Engineering teams that understand clinical reality
Healthcare — Hospitals & Health Systems
What the compliance landscape actually demands.
Health systems operate under a regulatory architecture that most technology vendors have never read in full. HIPAA's Security Rule mandates technical safeguards at the infrastructure layer — access controls enforcing the minimum necessary standard, audit controls generating records sufficient for forensic review, transmission security encrypting PHI in motion and at rest. These are engineering requirements, not policy statements. A system that satisfies the documentation but fails to implement the safeguards is not HIPAA-compliant regardless of what the BAA says. The ONC information blocking rule adds a second compliance surface: covered entities that restrict access to EHI without a permitted exception are subject to civil monetary penalties that can reach $1M per information blocking practice. FHIR R4 interoperability mandates mean that every clinical system must expose standardized APIs — and every API endpoint that surfaces PHI is a new HIPAA scope boundary requiring documented controls. Epic and Cerner integration complexity compounds the challenge: HL7 v2 interfaces, FHIR adapters, and custom integration engines each represent distinct data flows requiring separate access control and audit documentation. At the AI layer, NIST AI RMF is emerging as the governance standard — requiring model documentation, bias testing, and ongoing monitoring that the vast majority of healthcare AI systems do not currently satisfy.
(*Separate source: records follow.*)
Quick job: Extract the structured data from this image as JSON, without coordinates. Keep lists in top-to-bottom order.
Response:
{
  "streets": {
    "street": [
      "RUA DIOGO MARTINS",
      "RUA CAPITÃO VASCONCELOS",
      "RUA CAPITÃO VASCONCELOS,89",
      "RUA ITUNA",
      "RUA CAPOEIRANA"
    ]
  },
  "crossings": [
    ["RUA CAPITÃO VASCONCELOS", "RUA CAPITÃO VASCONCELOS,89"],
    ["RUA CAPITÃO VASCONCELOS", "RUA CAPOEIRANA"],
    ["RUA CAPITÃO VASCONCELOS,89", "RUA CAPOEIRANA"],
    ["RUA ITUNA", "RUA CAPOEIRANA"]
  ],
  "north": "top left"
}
Every AI system touching patient data creates a HIPAA audit surface that most vendors don't map until it's too late.
Health systems operate under the most demanding regulatory environment in technology. Every system touching patient data must be HIPAA-compliant at the architecture level. The incumbents treat compliance as a Phase 3 conversation. By then, the architecture is locked and remediation costs 3x the original build.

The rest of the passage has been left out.